* EXERCISE GOAL
Nothing but the lines from the one containing "Annotation task. Give" through the last line of the data below should be returned, each copied exactly.

* Stored data entries
[Start of section]

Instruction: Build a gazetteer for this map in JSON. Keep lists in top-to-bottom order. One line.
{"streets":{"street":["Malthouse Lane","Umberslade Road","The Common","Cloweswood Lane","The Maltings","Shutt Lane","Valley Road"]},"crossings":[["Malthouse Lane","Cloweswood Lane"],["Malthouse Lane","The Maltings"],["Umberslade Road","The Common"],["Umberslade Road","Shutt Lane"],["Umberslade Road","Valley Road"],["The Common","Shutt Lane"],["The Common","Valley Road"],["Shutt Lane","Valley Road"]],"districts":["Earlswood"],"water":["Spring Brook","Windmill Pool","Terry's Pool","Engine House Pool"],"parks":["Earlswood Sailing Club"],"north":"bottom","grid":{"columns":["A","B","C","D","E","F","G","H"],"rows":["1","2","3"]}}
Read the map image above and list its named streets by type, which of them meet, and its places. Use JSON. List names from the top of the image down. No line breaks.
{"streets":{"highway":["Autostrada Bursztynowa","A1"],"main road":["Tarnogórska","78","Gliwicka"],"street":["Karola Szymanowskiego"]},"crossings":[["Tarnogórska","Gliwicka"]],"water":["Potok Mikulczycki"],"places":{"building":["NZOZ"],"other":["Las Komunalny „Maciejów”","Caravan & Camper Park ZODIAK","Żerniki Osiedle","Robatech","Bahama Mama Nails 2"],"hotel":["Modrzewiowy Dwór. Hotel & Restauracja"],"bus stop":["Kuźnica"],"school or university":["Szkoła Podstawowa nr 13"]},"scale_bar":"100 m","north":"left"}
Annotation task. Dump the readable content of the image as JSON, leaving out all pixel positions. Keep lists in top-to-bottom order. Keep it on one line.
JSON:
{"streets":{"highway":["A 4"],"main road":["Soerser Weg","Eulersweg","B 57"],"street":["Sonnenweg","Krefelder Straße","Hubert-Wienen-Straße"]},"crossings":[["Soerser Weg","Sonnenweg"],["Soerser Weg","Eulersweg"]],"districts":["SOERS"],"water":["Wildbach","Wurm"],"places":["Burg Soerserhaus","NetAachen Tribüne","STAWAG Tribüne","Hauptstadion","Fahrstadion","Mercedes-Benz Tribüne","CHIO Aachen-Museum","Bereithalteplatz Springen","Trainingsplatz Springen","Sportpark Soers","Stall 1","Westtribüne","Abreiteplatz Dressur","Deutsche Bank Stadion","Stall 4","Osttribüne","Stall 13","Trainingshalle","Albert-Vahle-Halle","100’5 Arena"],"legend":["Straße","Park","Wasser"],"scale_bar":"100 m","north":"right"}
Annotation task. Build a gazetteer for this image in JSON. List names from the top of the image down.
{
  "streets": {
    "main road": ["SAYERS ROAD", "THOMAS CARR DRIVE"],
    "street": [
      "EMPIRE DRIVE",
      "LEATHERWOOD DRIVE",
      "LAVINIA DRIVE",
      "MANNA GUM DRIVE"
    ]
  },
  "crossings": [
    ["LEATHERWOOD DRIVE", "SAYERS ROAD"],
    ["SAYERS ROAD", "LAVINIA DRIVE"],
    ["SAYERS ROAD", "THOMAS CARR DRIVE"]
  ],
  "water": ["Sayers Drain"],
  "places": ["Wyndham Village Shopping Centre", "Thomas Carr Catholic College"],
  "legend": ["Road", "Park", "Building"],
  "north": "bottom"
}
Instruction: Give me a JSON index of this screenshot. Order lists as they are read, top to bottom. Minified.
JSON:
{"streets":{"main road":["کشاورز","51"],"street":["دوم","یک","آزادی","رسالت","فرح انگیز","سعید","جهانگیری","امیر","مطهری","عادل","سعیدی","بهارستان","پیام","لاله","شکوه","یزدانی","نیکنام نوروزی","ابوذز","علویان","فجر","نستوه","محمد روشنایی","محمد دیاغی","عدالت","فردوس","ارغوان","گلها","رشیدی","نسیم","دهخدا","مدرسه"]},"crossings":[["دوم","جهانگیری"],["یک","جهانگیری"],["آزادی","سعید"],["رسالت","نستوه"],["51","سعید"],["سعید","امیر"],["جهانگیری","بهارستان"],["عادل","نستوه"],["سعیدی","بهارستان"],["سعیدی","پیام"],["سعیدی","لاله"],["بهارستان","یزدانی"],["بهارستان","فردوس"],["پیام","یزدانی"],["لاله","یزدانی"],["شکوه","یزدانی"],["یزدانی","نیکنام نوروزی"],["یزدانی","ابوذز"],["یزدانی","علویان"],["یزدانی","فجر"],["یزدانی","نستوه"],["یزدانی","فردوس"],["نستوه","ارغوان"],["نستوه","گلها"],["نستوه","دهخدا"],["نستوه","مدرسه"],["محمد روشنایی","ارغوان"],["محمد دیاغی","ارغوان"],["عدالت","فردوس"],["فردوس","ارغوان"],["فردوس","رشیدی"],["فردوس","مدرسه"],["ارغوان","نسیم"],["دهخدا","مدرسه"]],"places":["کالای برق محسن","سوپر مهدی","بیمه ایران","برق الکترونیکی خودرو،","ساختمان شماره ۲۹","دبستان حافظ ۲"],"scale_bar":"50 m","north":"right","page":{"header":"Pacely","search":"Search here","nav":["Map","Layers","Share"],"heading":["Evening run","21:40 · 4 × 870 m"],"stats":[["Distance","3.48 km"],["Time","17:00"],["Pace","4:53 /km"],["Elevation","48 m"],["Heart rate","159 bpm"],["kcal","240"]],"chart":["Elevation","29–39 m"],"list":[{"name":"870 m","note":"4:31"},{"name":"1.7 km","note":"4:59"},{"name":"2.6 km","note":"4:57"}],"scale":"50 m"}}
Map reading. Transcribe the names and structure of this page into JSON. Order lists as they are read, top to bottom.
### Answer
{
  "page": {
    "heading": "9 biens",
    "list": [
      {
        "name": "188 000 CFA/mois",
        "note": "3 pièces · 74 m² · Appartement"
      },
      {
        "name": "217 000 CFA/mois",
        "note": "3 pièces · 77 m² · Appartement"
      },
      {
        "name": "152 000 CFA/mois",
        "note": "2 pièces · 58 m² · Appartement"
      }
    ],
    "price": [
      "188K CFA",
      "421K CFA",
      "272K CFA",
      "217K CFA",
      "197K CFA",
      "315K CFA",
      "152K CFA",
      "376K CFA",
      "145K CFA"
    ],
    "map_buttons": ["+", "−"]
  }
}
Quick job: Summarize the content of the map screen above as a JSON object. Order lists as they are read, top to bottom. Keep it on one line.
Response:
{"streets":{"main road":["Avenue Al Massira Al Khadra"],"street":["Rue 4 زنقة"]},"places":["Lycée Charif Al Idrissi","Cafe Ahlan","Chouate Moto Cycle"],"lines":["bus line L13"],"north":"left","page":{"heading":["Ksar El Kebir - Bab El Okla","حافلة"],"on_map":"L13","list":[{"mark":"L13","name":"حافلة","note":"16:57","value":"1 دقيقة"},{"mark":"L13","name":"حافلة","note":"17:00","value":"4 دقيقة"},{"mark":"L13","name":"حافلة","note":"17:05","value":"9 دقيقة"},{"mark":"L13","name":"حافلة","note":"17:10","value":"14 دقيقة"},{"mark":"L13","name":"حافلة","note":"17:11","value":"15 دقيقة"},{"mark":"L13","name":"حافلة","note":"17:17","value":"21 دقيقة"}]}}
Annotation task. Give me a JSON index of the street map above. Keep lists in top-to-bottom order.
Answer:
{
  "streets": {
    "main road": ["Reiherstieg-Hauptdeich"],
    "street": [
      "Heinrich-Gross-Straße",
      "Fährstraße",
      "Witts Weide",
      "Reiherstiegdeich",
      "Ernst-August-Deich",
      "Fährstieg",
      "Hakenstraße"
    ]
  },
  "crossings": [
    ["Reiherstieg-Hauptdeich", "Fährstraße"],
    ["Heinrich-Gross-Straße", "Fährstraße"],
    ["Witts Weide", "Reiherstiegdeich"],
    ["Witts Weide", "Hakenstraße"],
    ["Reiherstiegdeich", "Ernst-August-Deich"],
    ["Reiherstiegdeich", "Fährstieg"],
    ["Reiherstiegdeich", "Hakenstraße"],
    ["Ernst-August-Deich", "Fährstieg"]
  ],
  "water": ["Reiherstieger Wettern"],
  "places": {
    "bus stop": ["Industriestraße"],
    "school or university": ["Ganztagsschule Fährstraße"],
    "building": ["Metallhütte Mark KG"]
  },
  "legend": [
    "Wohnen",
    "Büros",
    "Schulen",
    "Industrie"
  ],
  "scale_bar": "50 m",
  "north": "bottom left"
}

[End of section]

* EXERCISE RESULT
Annotation task. Give me a JSON index of the street map above. Keep lists in top-to-bottom order.
Answer:
{
  "streets": {
    "main road": ["Reiherstieg-Hauptdeich"],
    "street": [
      "Heinrich-Gross-Straße",
      "Fährstraße",
      "Witts Weide",
      "Reiherstiegdeich",
      "Ernst-August-Deich",
      "Fährstieg",
      "Hakenstraße"
    ]
  },
  "crossings": [
    ["Reiherstieg-Hauptdeich", "Fährstraße"],
    ["Heinrich-Gross-Straße", "Fährstraße"],
    ["Witts Weide", "Reiherstiegdeich"],
    ["Witts Weide", "Hakenstraße"],
    ["Reiherstiegdeich", "Ernst-August-Deich"],
    ["Reiherstiegdeich", "Fährstieg"],
    ["Reiherstiegdeich", "Hakenstraße"],
    ["Ernst-August-Deich", "Fährstieg"]
  ],
  "water": ["Reiherstieger Wettern"],
  "places": {
    "bus stop": ["Industriestraße"],
    "school or university": ["Ganztagsschule Fährstraße"],
    "building": ["Metallhütte Mark KG"]
  },
  "legend": [
    "Wohnen",
    "Büros",
    "Schulen",
    "Industrie"
  ],
  "scale_bar": "50 m",
  "north": "bottom left"
}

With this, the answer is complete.